Сын и мать молча съели суп и завершили трапезу кусочком свиного сала. Мать степенно подносила к беззубому рту на кончике карманного ножа ломтики хлеба с салом и с уважением прожевывала пищу, стоившую так дорого.

Большую часть она оставила сыну, но тот глубоко о чем-то задумался и казался рассеянным.

— Ешь, Эварист,— говорила она ему время от времени,— ешь.

И эти слова звучали в ее устах торжественно, как некая заповедь.

Она снова принялась жаловаться на дороговизну жизни. Гамлен еще раз заявил, что твердые цены — единственный выход из положения.

— Ни у кого уже нет денег,— возражала она.— Эмигранты все забрали. И верить больше некому. Есть от чего прийти в отчаяние.

— Перестаньте, матушка, перестаньте! — накинулся на нее Гамлен.— Разве можно придавать значение временным лишениям и невзгодам? Революция навсегда осчастливит человечество!

Старушка обмакнула ломтик хлеба в вино; на душе у нее отлегло, и она с улыбкой стала вспоминать времена своей молодости, когда в день рождения короля она плясала на открытом воздухе.
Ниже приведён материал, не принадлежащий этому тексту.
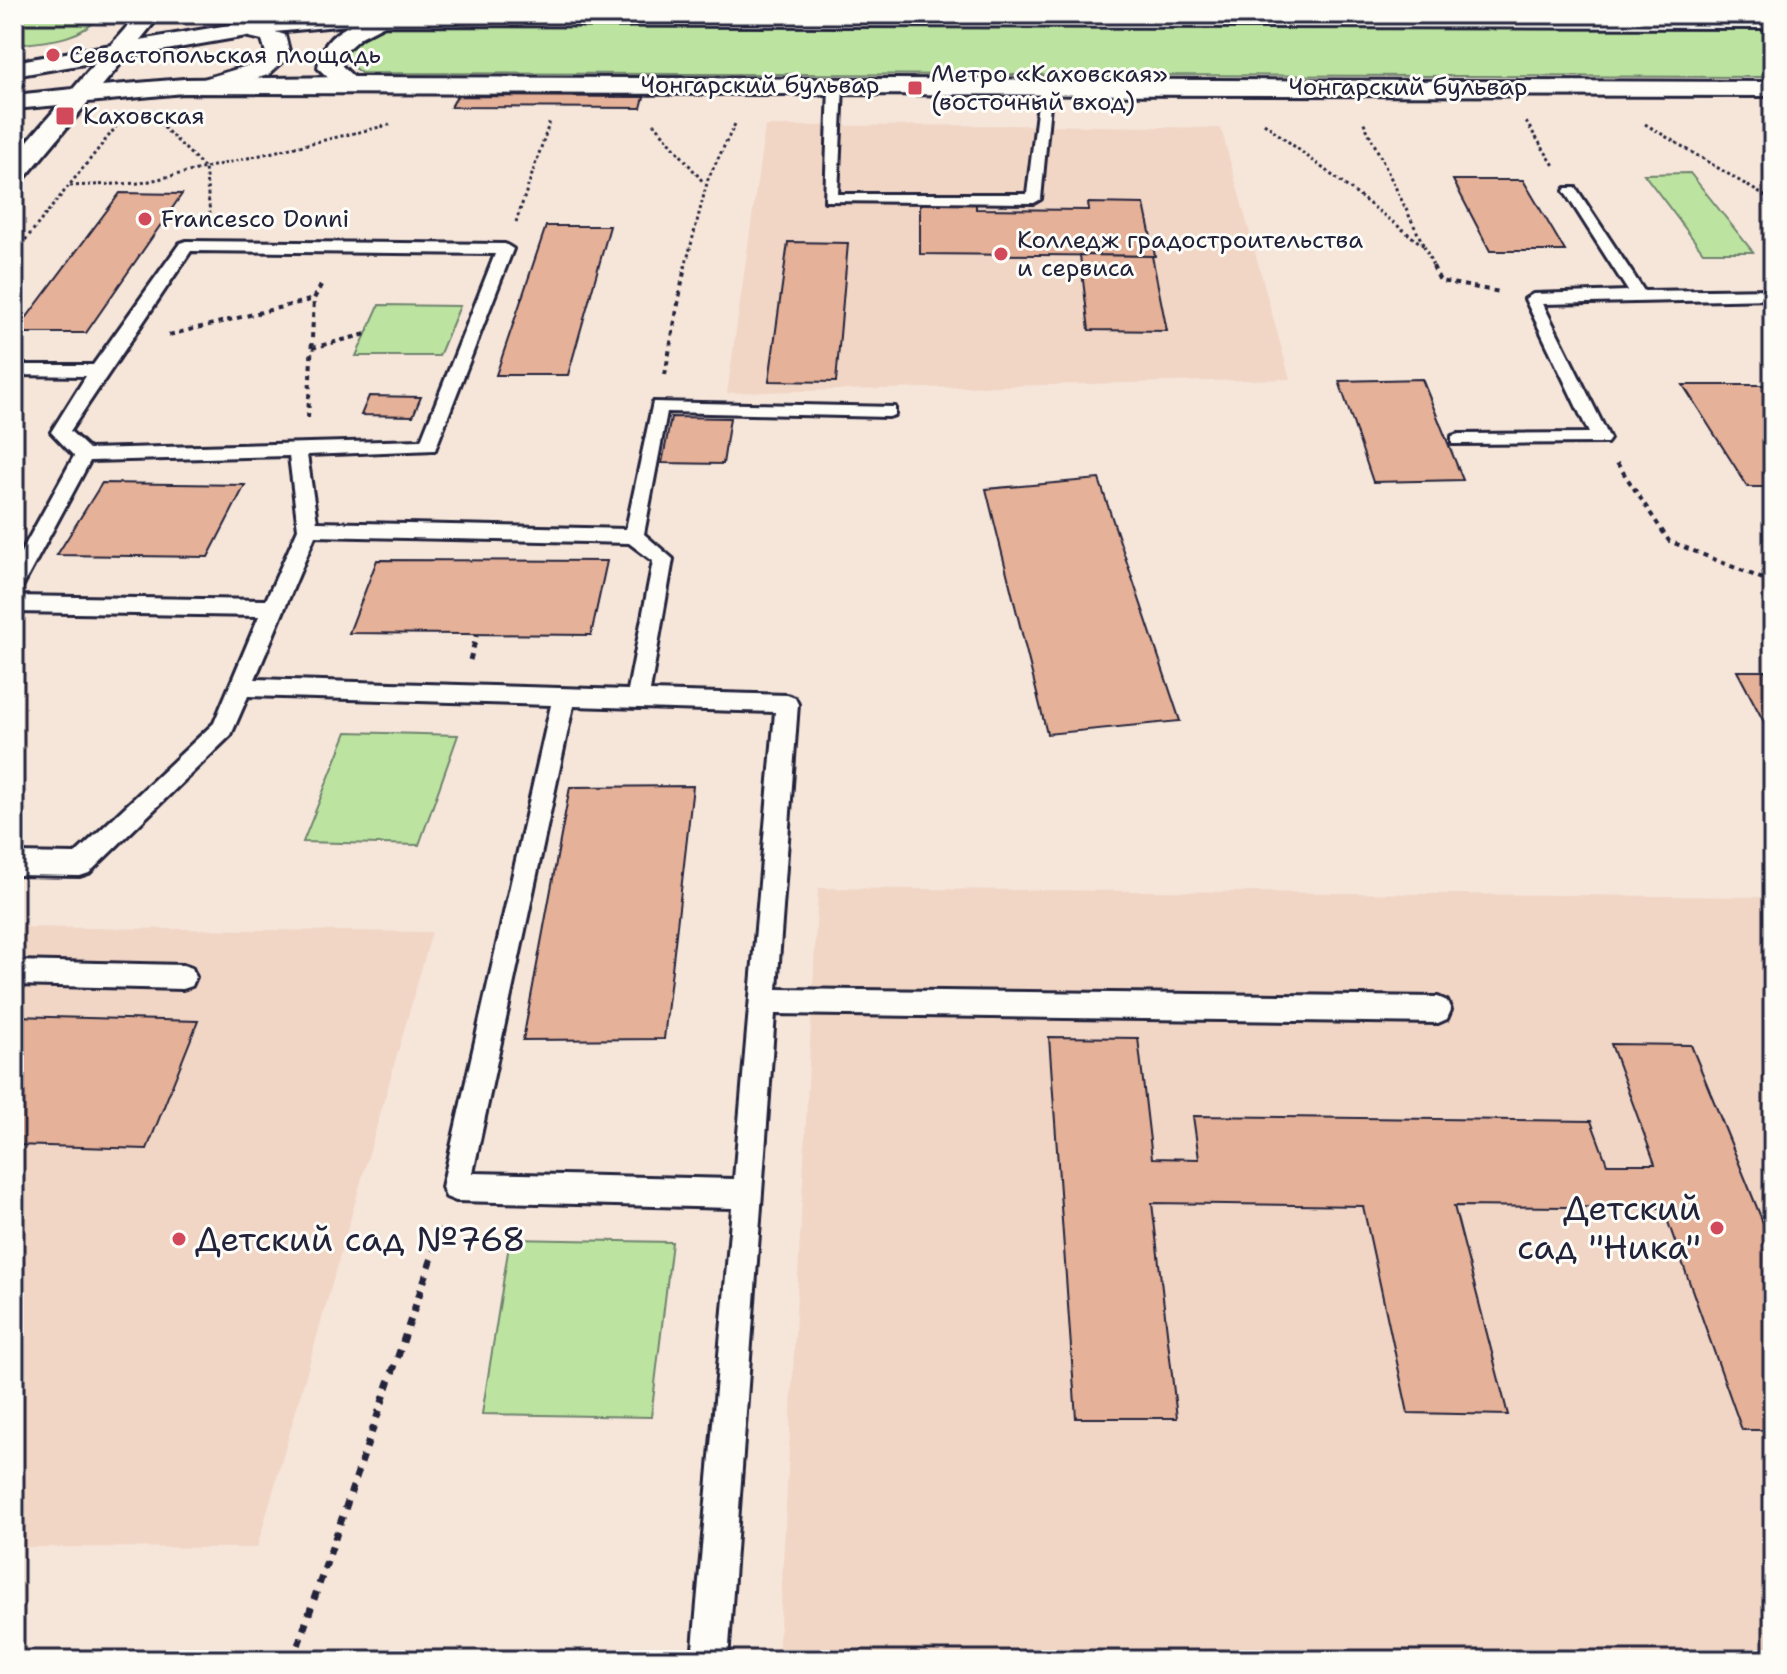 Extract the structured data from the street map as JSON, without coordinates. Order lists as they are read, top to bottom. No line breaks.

Ей пришел на память день, когда Жозеф Гамлен, ножовщик по профессии, посватался к ней. И она обстоятельно стала излагать, как это произошло. Мать сказала ей: «Приоденься. Мы сейчас отправимся на Гревскую площадь в магазин господина Бьенасси, ювелира, и посмотрим, как будут четвертовать Дамьена» {291}. Им с трудом удалось пробраться сквозь толпу любопытных. У г-на Бьенасси девушка встретила Жозефа Гамлена, в прекрасном розовом полукафтане, и сразу догадалась, к чему идет дело. Все время, пока она смотрела в окно, как цареубийцу терзали щипцами, обливали расплавленным свинцом, разрывали на части, привязав к четырем лошадям, и наконец бросили в огонь, Жозеф Гамлен, стоя сзади, не переставал восхищаться цветом ее лица, прической, стройностью ее фигуры.

Осушив до дна стакан, она продолжала мысленно переживать свою жизнь.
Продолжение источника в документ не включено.